Australian Industry & Defence Network chief executive Brent Clark estimated there were about 200 ongoing subcontracts, with an approximate total value of $30m, associated with the program at the time it was dumped for a new fleet of nuclear-powered submarines.
But government officials, without providing an exact number, believed the actual figure was much lower as construction on the first of the 12 planned ships wasn’t due to start until 2024, and many contracts were years away from being finalised.
In late August, Naval Group revealed more than $10m in contracts had been awarded to more than 100 Australian companies to supply and test various materials including steels and alloys.
A Naval Group spokesman said Australian suppliers were “at the heart” of its plans to build 12 new submarines in Adelaide.
“Naval Group is working through the termination process with the Commonwealth, our suppliers and partners,” he said.
Mr Clark, a former Naval Group executive, raised concerns for the “hundreds” of companies that had invested heavily in new equipment, staff and research to improve their chances of securing work, but had not yet signed a contract.
“People were quite within their rights to be assuming that they had very long term work coming their way,” he said.
“We would like to see those companies diverted into the supply chains of other defence programs very quickly.
“Those businesses can’t just be ignored.”
Both state and federal governments are confident SA suppliers can pivot and reap the benefits of other future defence projects.
Finance Minister Simon Birmingham recognised there would be “some local companies” that expected to secure contracts closer to the construction start date of the Attack-class.
“There will be many new opportunities for companies to take on new work over the next few years to help extend the life of the Collins Class fleet, upgrade the systems of our air warfare destroyers or build the new future frigates,” he said.
More than 2000 Australian businesses had registered their interest with the Naval Group Australia Industry Capability Network portal.

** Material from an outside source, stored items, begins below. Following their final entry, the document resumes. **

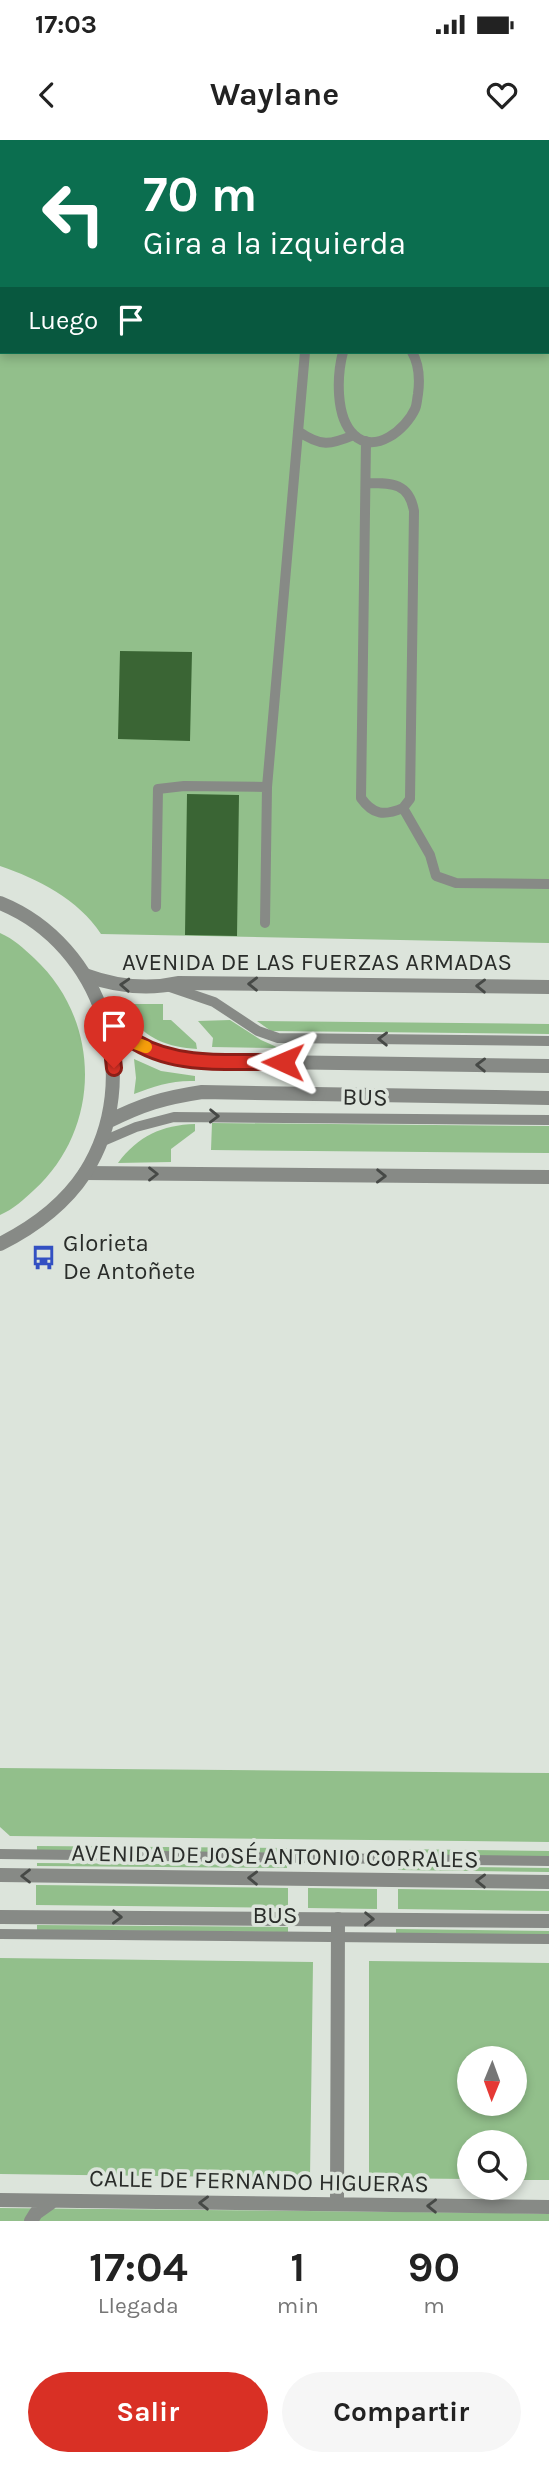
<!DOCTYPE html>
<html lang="es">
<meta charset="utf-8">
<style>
:root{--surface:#fff;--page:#f6f6f6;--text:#222;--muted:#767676;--accent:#d93025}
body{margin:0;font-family:Karla,sans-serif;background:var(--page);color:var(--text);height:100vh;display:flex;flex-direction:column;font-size:26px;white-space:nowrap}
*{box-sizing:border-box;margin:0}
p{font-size:23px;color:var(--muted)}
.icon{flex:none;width:38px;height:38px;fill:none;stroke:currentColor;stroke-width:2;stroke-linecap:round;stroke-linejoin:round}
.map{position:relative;height:2081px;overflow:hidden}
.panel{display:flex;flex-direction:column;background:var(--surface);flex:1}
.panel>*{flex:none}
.banner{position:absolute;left:0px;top:0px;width:550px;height:214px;box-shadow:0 4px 10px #0003;background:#0b6e4f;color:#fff;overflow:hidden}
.needle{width:46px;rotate:181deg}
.controls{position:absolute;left:457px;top:1906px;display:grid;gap:14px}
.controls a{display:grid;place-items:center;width:70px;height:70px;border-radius:50%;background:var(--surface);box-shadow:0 4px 10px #0003;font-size:35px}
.pin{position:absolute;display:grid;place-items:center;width:60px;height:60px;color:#fff;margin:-72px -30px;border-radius:50% 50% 50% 0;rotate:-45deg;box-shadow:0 0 7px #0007}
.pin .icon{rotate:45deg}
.me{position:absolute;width:77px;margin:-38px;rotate:271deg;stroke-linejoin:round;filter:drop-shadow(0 0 5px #0008)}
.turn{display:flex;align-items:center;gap:24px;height:147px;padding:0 28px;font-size:32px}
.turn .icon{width:91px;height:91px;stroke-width:2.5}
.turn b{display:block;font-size:49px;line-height:60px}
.then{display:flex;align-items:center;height:66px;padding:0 28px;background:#0003;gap:14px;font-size:26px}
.eta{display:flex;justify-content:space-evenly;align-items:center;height:119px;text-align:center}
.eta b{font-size:42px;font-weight:700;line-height:49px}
.button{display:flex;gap:14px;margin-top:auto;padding:14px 28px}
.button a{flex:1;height:80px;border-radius:42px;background:var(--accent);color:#fff;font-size:28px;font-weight:700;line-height:80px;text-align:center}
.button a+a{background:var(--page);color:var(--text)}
.status{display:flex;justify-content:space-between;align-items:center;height:49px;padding:0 35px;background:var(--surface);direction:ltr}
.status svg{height:19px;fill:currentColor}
header{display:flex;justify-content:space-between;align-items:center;height:91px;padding:0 28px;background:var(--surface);font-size:32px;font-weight:700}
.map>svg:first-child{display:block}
.green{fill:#92bf8b;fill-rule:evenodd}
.building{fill:#3a6534}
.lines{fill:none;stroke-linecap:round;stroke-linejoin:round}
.service{stroke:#878a86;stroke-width:10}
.minor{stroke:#878a86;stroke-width:14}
.tertiary{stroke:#878a86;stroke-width:14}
.oneway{stroke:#464946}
.route-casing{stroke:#8d1f18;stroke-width:18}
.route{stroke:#d93025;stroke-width:12}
.slow{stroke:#f59e0b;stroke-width:12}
.labels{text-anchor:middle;stroke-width:7;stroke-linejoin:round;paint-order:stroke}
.street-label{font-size:24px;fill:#2a2d2a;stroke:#dce4db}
.poi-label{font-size:24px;fill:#2a2d2a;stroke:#dce4db;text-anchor:start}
</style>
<div class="status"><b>17:03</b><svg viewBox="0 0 49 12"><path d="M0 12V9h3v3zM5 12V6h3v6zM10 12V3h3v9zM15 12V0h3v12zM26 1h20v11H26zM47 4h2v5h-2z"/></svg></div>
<header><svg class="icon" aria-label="back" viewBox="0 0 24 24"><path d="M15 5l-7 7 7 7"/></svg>Waylane<svg class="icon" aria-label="heart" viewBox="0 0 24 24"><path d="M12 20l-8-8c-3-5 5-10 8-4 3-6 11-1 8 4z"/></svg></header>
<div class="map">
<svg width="549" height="2081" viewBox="0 0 549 2081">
<rect width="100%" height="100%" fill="#dce4db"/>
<!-- green -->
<path class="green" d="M 0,0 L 549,0 L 549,803 L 101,794 C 78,759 38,739 0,726 ZM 2,2 L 548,2 L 548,212 L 2,212 Z
M 0,793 C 14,799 23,808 34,818 C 102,881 102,988 34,1050 C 23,1060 14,1069 0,1075 Z
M 124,864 L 163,864 L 163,880 L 171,880 L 196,903 L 197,909 C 164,907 138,896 124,864 Z
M 230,880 L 261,900 L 279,908 L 212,907 L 213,898 L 198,881 Z
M 257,881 L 549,884 L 549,894 L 271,891 Z
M 134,919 L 161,931 L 195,936 L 195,941 C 173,940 154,946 134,954 L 136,938 Z
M 212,983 L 549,986 L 549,1013 L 211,1010 Z
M 195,984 L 195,991 L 171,1009 L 171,1022 L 118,1023 C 138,996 162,985 195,984 Z
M 0,1628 L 549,1633 L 549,1702 L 10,1696 L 0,1687 Z
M 37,1706 L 289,1708 L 289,1713 L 37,1711 Z
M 397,1709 L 549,1711 L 549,1717 L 397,1715 Z
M 37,1723 L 287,1725 L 287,1728 L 37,1726 Z
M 398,1726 L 549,1728 L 549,1732 L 398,1730 Z
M 36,1745 L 288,1748 L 288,1768 L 36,1765 Z
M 308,1748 L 377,1749 L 377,1769 L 308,1768 Z
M 398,1749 L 549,1751 L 549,1771 L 398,1769 Z
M 37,1785 L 288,1787 L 288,1792 L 37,1790 Z
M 396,1789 L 549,1791 L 549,1795 L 396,1793 Z
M 0,1818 L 313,1822 L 310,2038 L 0,2034 Z
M 369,1821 L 549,1823 L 549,2040 L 515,2040 L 514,2002 L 469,2002 L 469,2039 L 369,2038 ZM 469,1918 L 514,1918 L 514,1964 L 469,1964 Z
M 0,2068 L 507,2073 L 549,2074 L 549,2081 L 0,2081 Z"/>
<!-- building -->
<path class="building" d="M 120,511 L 192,512 L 190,601 L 118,599 Z
M 187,654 L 239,655 L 237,796 L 185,795 Z"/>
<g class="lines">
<!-- service -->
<path class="service" d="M 320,2 L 320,0
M 370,2 L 370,0
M 419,2 L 419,0
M 343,212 C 337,235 335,277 354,295 C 375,315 406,289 415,269 C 417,265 417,259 418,254 C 420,239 419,224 412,212
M 298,291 C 321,307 330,305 354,295
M 366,301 L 361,658 C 373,675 384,676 403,668
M 366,343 C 391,343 409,342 414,371 L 410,659 L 403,668 L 430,715 L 436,736 L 456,743 L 549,744
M 156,767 L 158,649 L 184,646 L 267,647 L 305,212
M 265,783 L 267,647
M 167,846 L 214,862 L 258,891 L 278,898 L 549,901
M 101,1002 L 136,987 L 174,977 L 549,980
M 0,1714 L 549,1721
M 0,1794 L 549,1799"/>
<!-- minor -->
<path class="minor" d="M 85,835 C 115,846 147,850 178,843 L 549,847
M 85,1033 L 549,1037
M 0,2060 L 549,2067
M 337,2064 L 338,1779
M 31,2081 L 36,2073 L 53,2061"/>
<!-- tertiary -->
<path class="tertiary" d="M 0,763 C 104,805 145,939 85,1033 C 64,1065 34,1087 0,1104
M 104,874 L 135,903 L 167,916 L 203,921 L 549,926
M 107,982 C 143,964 163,958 202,952 L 549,958
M 0,1735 L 549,1742
M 0,1777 L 549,1781"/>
</g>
<!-- one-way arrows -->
<defs><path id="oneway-chevron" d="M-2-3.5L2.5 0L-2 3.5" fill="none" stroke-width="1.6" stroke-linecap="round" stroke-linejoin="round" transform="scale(1.75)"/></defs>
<g class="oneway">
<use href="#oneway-chevron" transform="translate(253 844) rotate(-179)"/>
<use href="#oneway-chevron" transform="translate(125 845) rotate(-177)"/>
<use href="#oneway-chevron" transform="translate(481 846) rotate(-179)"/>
<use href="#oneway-chevron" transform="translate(383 899) rotate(-179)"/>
<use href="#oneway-chevron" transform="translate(481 925) rotate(-179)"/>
<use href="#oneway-chevron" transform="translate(214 976) rotate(1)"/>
<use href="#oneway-chevron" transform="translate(153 1034)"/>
<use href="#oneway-chevron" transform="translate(381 1036) rotate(1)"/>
<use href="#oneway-chevron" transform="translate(26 1736) rotate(-180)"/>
<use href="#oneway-chevron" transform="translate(253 1738) rotate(-179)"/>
<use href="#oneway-chevron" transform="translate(481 1741) rotate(-179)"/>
<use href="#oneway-chevron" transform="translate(117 1777) rotate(1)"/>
<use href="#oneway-chevron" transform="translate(369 1779) rotate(1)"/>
<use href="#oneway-chevron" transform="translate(204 2063) rotate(-179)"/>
<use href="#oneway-chevron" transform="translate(432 2066) rotate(-179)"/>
</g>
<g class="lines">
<defs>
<path id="route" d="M 114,928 L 111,901 L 104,874 C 114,884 125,897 137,903 C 179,928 235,921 283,922"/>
</defs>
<!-- route casing -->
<use href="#route" class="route-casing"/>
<!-- route -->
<use href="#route" class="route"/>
<!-- slow -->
<path class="slow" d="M 107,877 L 135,903 L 146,907"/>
</g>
<!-- icons -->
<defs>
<symbol id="bus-bare" viewBox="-9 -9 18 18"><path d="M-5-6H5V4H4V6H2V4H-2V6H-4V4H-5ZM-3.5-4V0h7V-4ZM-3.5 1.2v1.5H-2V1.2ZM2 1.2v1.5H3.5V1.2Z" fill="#3350c2" stroke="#dce4db" stroke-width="2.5" paint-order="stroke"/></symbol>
</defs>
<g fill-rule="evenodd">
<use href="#bus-bare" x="26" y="1100" width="35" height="35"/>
</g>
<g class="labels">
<!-- street labels -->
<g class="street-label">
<text x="317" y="830">AVENIDA DE LAS FUERZAS ARMADAS</text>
<text transform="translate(365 957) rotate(1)" y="8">BUS</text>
<text transform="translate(275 1716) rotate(1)" y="8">AVENIDA DE JOSÉ ANTONIO CORRALES</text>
<text x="275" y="1783">BUS</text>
<text transform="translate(259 2041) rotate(1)" y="8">CALLE DE FERNANDO HIGUERAS</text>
</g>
<!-- poi labels -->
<g class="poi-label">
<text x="63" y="1111">Glorieta<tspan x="63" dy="28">De Antoñete</tspan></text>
</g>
</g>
</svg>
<div class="controls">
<a><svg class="needle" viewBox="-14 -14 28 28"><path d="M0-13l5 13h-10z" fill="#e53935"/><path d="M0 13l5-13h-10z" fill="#767676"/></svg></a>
<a><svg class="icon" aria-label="search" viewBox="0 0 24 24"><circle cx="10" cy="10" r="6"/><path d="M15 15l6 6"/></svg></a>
</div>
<div class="pin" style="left:114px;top:928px;background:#d93025"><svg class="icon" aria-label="arrive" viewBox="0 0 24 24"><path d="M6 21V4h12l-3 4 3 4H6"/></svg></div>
<svg class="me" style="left:283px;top:922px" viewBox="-20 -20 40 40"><path d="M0-17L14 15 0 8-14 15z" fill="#d93025" stroke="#fff" stroke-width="4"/></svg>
<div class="banner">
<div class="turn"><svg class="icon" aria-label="left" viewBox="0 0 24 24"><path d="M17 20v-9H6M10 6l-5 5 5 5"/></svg><div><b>70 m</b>Gira a la izquierda</div></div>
<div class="then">Luego<svg class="icon" aria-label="arrive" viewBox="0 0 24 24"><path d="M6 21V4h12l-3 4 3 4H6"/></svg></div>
</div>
</div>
<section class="panel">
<div class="eta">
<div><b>17:04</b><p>Llegada</p></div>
<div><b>1</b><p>min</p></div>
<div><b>90</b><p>m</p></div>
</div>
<div class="button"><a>Salir</a><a>Compartir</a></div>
</section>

Premier Steven Marshall last month held a roundtable with major defence prime contractors who committed to bringing forward work schedules to provide relief for local suppliers “where possible”.
“There were a number of local SMEs (small and medium-sized enterprises) who had begun the negotiation process with Naval Group but who had not yet finalised contracts, which is of course a disappointment to those companies,” Mr Marshall said.
More than 5000 South Australians are expected to be employed in naval shipbuilding activities by 2030.
SA senator and Opposition foreign affairs spokeswoman Penny Wong said hundreds of businesses had been “left high and dry”.
“(Prime Minister) Scott Morrison needs to provide some certainty now by making clear how Australian industry content will be guaranteed in this new deal, and ensuring these workers and businesses have a role,” she said.
A Sunday Mail analysis of publicly available tender information shows at least 131 work packages for the Osborne Naval Shipbuilding Precinct have been either awarded or still taking applications.
It is expected construction of the shipyard will halt while the government alters designs to accommodate the much larger nuclear-powered submarines, a process that will take up to 18 months.